In a series of appearances, including a livestream with creator Carter Efe and an interview on the Afropolitan Podcast, Ycee revealed that he had been diagnosed with bipolar disorder in 2020, during the COVID-19 lockdown, while he was living in London. He described being in and out of hospital for roughly three months there before visa restrictions forced him to return to Lagos, where he continued treatment. What followed, by his own account, was a long and often dark six years of medication, therapy and repeated hospitalisations. He has been candid that the condition struck at the very thing that had always come easiest to him. Making music, he said, was something he had always found natural, and the cruelest part of the illness was the fog it laid over his creativity, the sessions where his brain simply would not connect. He has also acknowledged that “Love Drunk” never got the push he would normally have given a project, because of the state he was in when it came out. By his telling, things began to lift around the end of 2024, when he started to feel like himself again, and his 2026 return to the public eye is framed not as a comeback gimmick but as the other side of a genuine recovery.
What Ycee’s Story Says About Rap in an Afrobeats World
There is a temptation to read Ycee’s arc purely as a personal tragedy interrupted by illness, and the health chapter is real and deserves to be taken on its own terms. But his career also maps onto a larger pattern that anyone watching Nigerian music closely will recognise. The industry that crowned him in 2015 was already in the middle of a long tilt away from rap and toward melodic Afrobeats and Afropop. The acts who scaled into global arenas over the following decade were, overwhelmingly, singers and hybrid pop stars. Pure rappers, even brilliant ones, found the commercial ceiling lower and the path to international rooms narrower. Ycee felt this earlier than most, and his “Ycee vs Zaheer” experiment, the deliberate splitting of himself into a rapper and a singer, can be read as one gifted artist trying to solve in real time the problem the whole rap scene was facing.
That context does not diminish him. If anything it sharpens the appreciation. The Nigerian rappers of his cohort who stayed visible largely did so by leaning into pop, securing major structural backing, or both. Ycee had the talent and, for a window, the hits, but the business around him fractured at the exact moment it should have compounded, and then his health took the years he might have used to adapt. His candour about the royalty arrangement and the streams that never paid out is its own kind of contribution, a rare on-the-record account of how the economics can quietly fail even an artist with the receipts.
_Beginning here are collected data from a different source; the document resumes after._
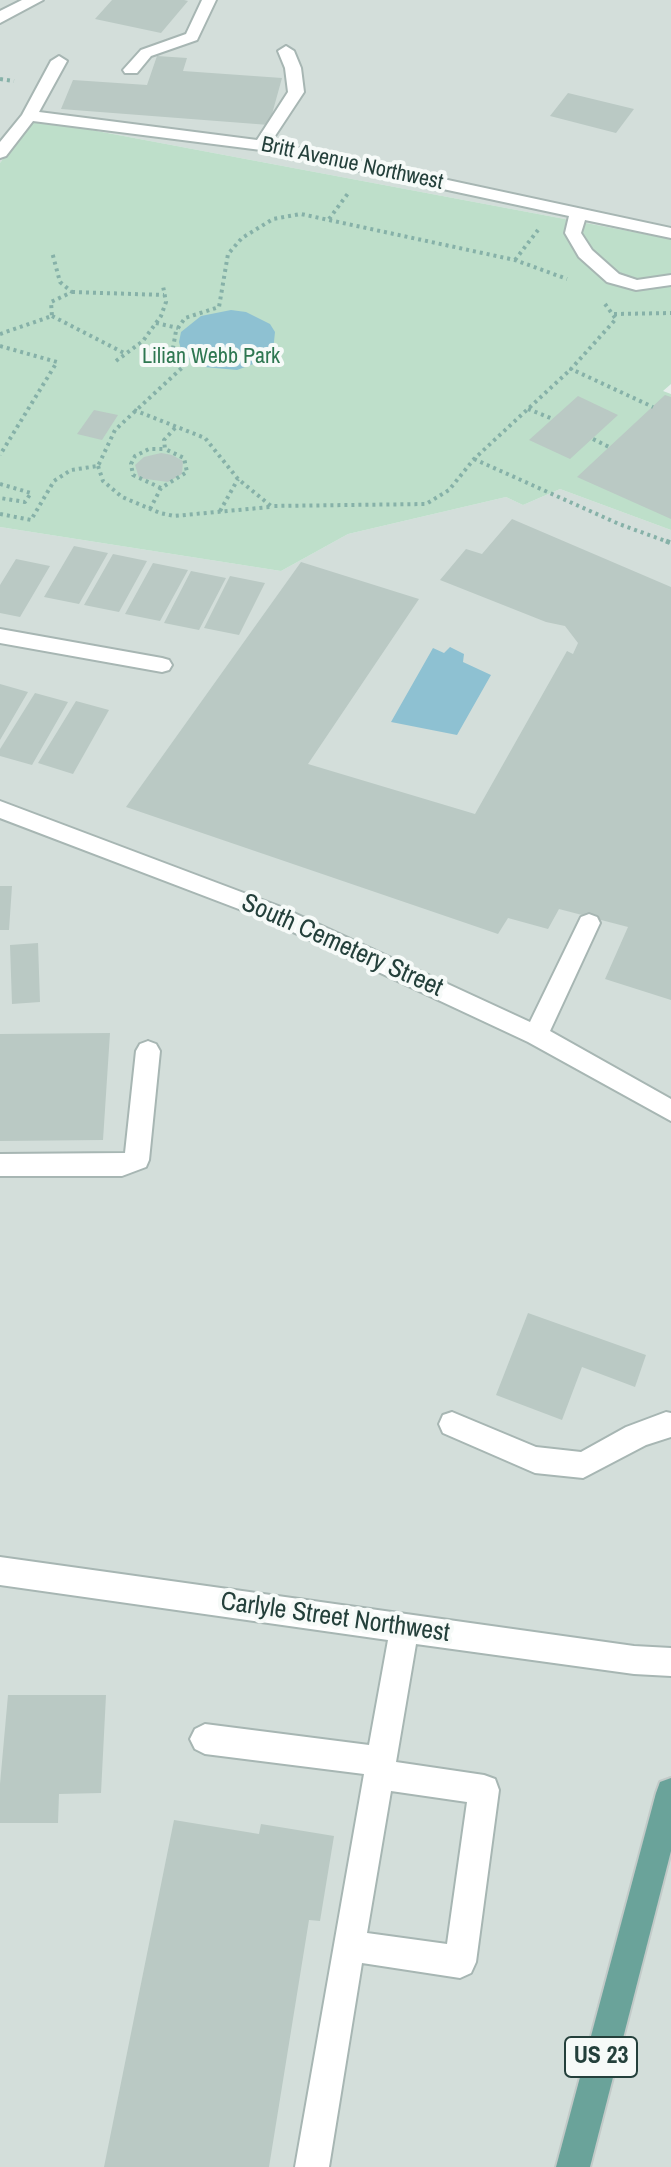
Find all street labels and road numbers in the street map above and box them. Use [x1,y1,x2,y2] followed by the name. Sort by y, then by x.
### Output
[259,132,445,196] street label: Britt Avenue Northwest
[237,888,447,1004] street label: South Cemetery Street
[218,1586,452,1650] street label: Carlyle Street Northwest
[565,2037,637,2077] road number: US 23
For younger Nigerian acts negotiating their first deals, that testimony may end up mattering as much as any single record.
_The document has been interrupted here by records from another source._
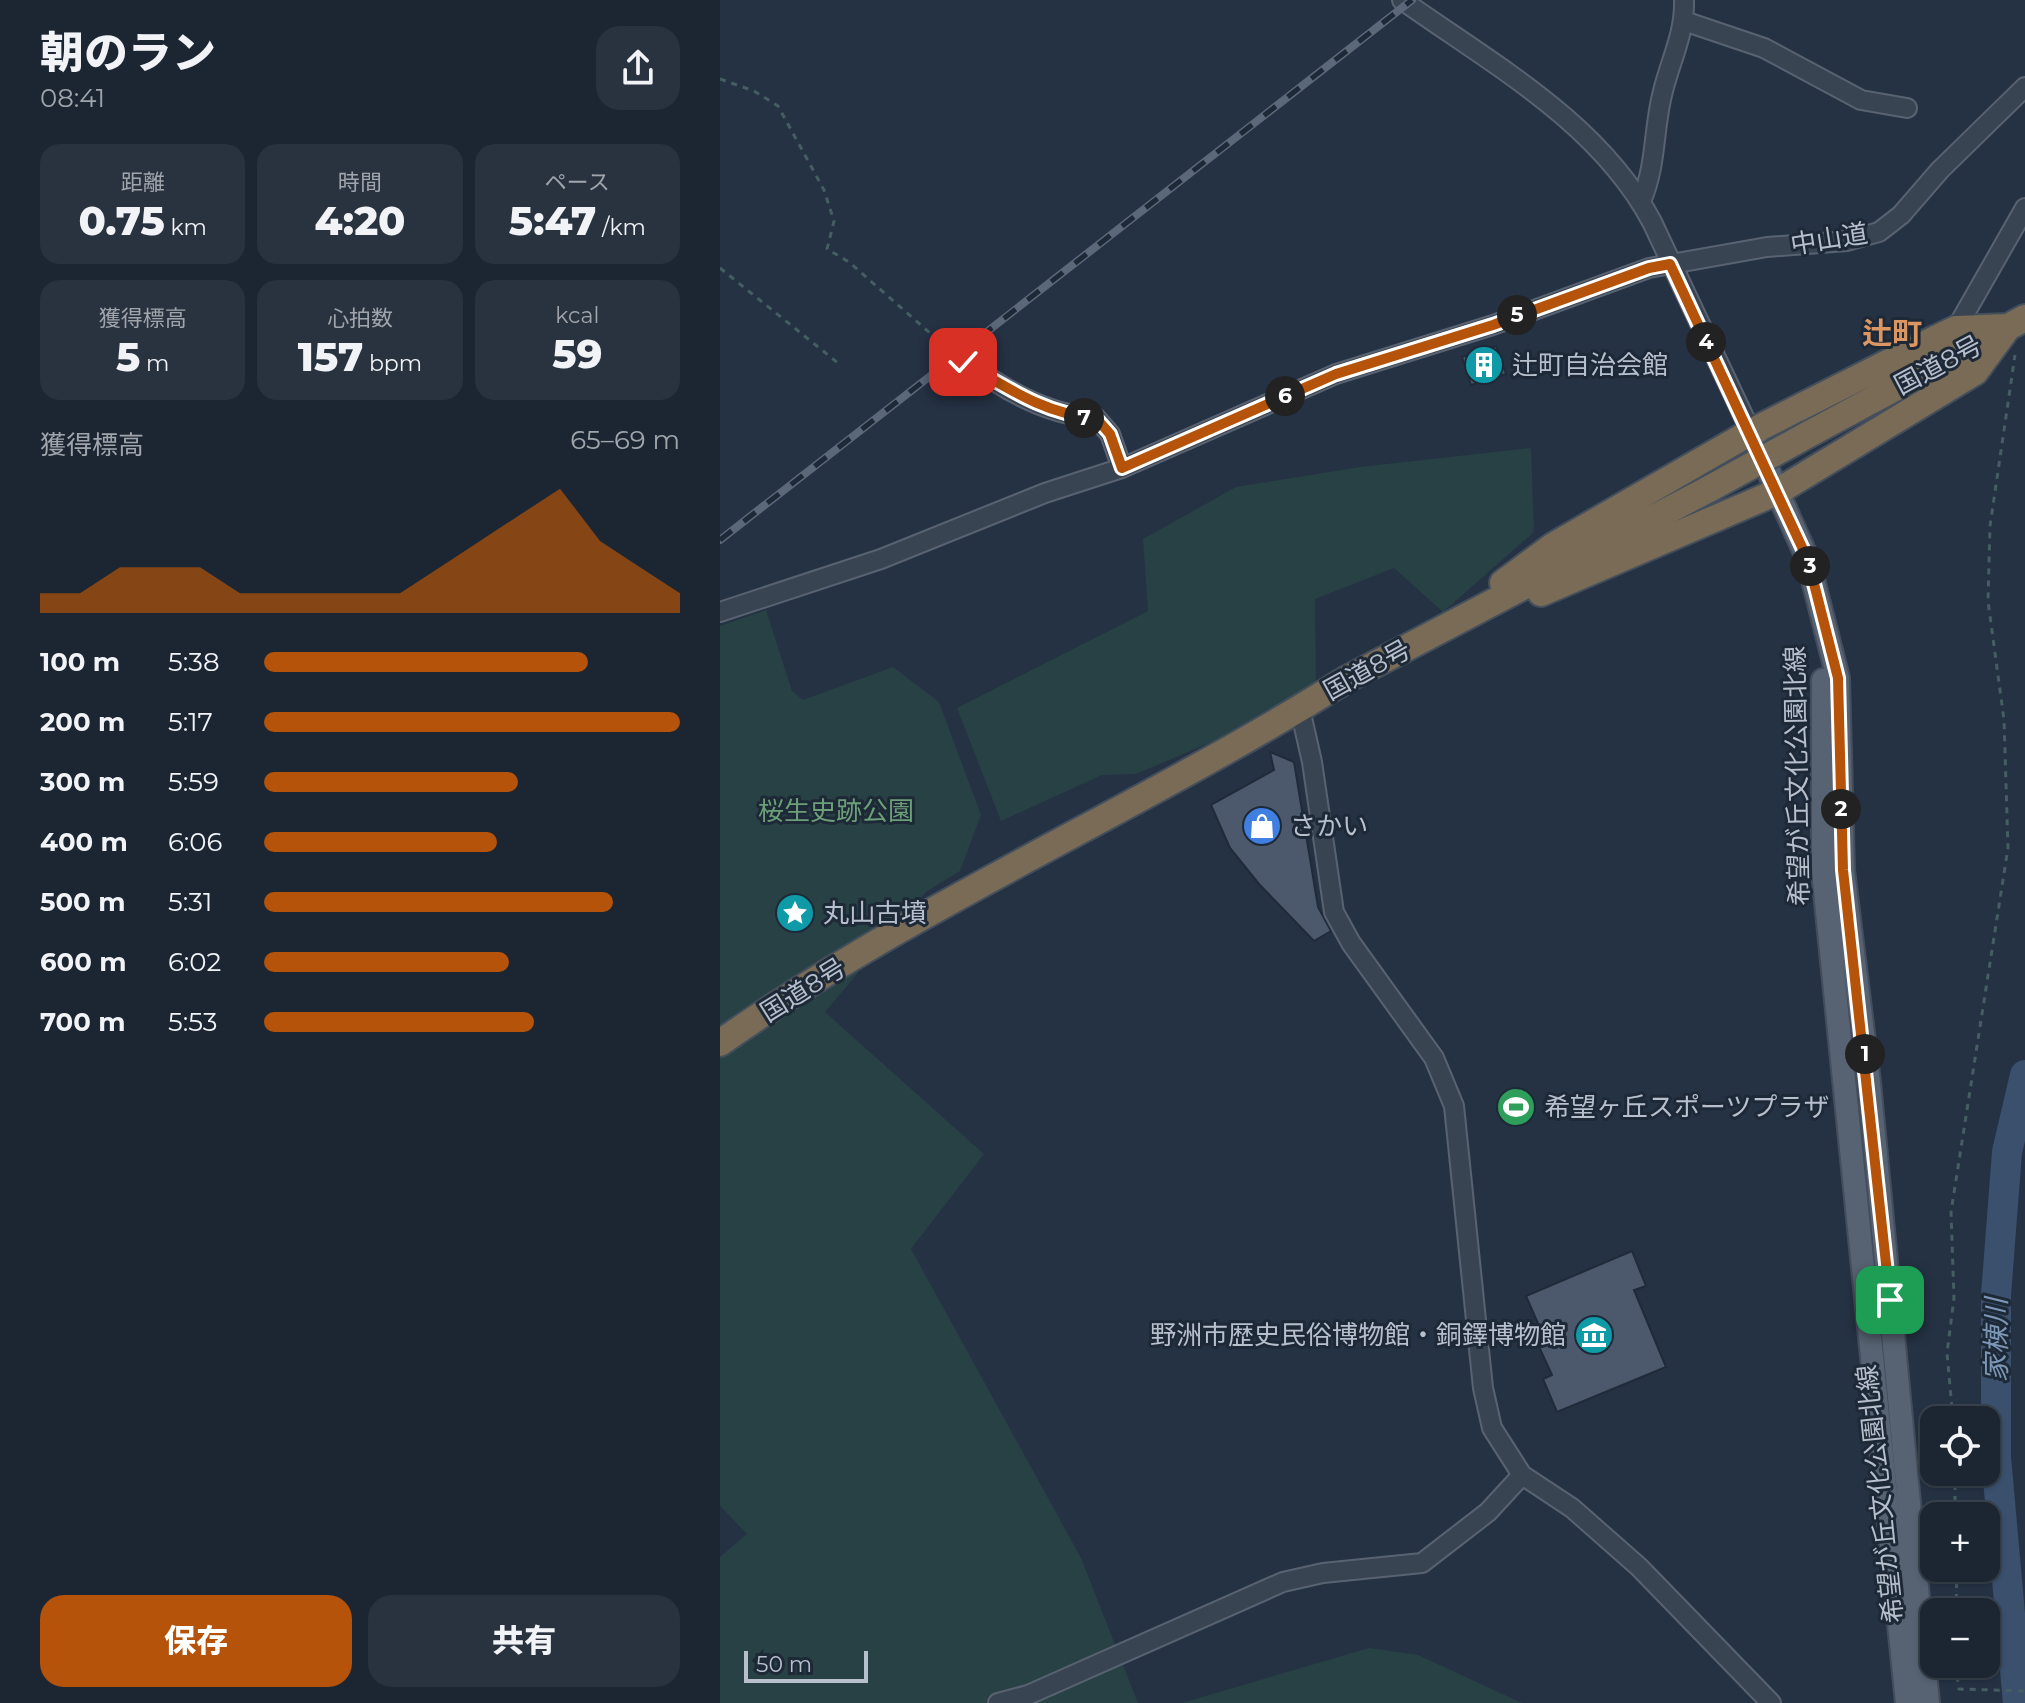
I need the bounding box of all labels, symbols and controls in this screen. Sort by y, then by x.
text: 朝のラン [40,25,216,79]
button: share [596,26,680,110]
text: 08:41 [40,82,105,114]
text: 距離 [121,169,165,196]
text: 時間 [338,169,382,196]
text: ペース [545,169,610,196]
text: 0.75 [78,196,165,245]
text: 4:20 [314,196,406,245]
text: 5:47 [509,196,596,245]
text: km [165,214,207,241]
text: /km [596,214,646,241]
street label: 中山道 [1788,217,1870,261]
pin: 5 [1497,295,1537,335]
text: 5 [1510,301,1524,328]
text: kcal [555,302,599,329]
text: 獲得標高 [99,305,187,332]
text: 心拍数 [327,305,393,332]
district label: 辻町 [1862,315,1922,352]
pin: 4 [1686,322,1726,362]
pin [929,328,997,396]
text: 4 [1698,328,1714,355]
text: 59 [552,329,602,378]
street label: 国道8号 [1889,329,1987,401]
text: 5 [116,332,140,381]
text: 157 [298,332,363,381]
icon: check [941,340,985,384]
building icon: 辻町自治会館 [1463,344,1505,386]
place label: 辻町自治会館 [1512,349,1668,381]
text: m [140,350,169,377]
text: bpm [363,350,422,377]
pin: 6 [1265,376,1305,416]
text: 6 [1278,382,1292,409]
pin: 7 [1064,398,1104,438]
text: 7 [1077,404,1091,431]
text: 65–69 m [570,424,680,456]
text: 獲得標高 [40,429,144,461]
pin: 3 [1790,546,1830,586]
text: 3 [1803,552,1817,579]
street label: 国道8号 [1318,633,1416,707]
text: 100 m [40,646,120,678]
text: 5:38 [168,646,219,678]
street label: 希望が丘文化公園北線 [1779,646,1815,906]
text: 200 m [40,706,125,738]
text: 5:17 [168,706,213,738]
text: 300 m [40,766,125,798]
text: 5:59 [168,766,219,798]
pin: 2 [1821,789,1861,829]
park label: 桜生史跡公園 [758,795,914,827]
text: 2 [1835,795,1847,822]
shop icon: さかい [1241,805,1283,847]
place label: さかい [1290,810,1368,842]
text: 400 m [40,826,128,858]
text: 6:06 [168,826,222,858]
text: 500 m [40,886,125,918]
text: 5:31 [168,886,212,918]
place icon: 丸山古墳 [774,892,816,934]
place label: 丸山古墳 [823,897,927,929]
text: 600 m [40,946,127,978]
text: 6:02 [168,946,221,978]
street label: 国道8号 [754,951,852,1029]
text: 700 m [40,1006,126,1038]
text: 5:53 [168,1006,217,1038]
pin: 1 [1845,1034,1885,1074]
text: 1 [1861,1040,1869,1067]
sports icon: 希望ヶ丘スポーツプラザ [1495,1086,1537,1128]
place label: 希望ヶ丘スポーツプラザ [1544,1091,1829,1123]
pin [1856,1266,1924,1334]
icon: arrive [1868,1278,1912,1322]
water label: 家棟川 [1979,1295,2013,1382]
museum icon: 野洲市歴史民俗博物館・銅鐸博物館 [1573,1314,1615,1356]
place label: 野洲市歴史民俗博物館・銅鐸博物館 [1150,1319,1566,1351]
street label: 希望が丘文化公園北線 [1850,1363,1910,1625]
map controls [1920,1406,2000,1678]
button: locate [1920,1406,2000,1486]
button: + [1920,1502,2000,1582]
button: 保存 [40,1595,352,1687]
button: 共有 [368,1595,680,1687]
button: − [1920,1598,2000,1678]
scale bar [744,1647,868,1683]
text: 50 m [756,1651,812,1678]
So where is Ycee in 2026? He is 33, he is based in Lagos, and after the most difficult stretch of his life he has told the public he is stable and ready to make music again. He has not announced a specific new project or release date, and it would be dishonest to dress up an intention as a discography. What is concrete is this: the artist who gave Nigerian rap one of its defining chants of the 2010s has come through a bipolar diagnosis, three months hospitalised in London, years of treatment in Lagos, and a creative fog he openly feared he would never escape, and he has walked back into public view on his own terms, talking plainly about all of it. The “Jagaban” hook still echoes whenever the old playlists resurface. The man who made it is no longer disappearing behind it.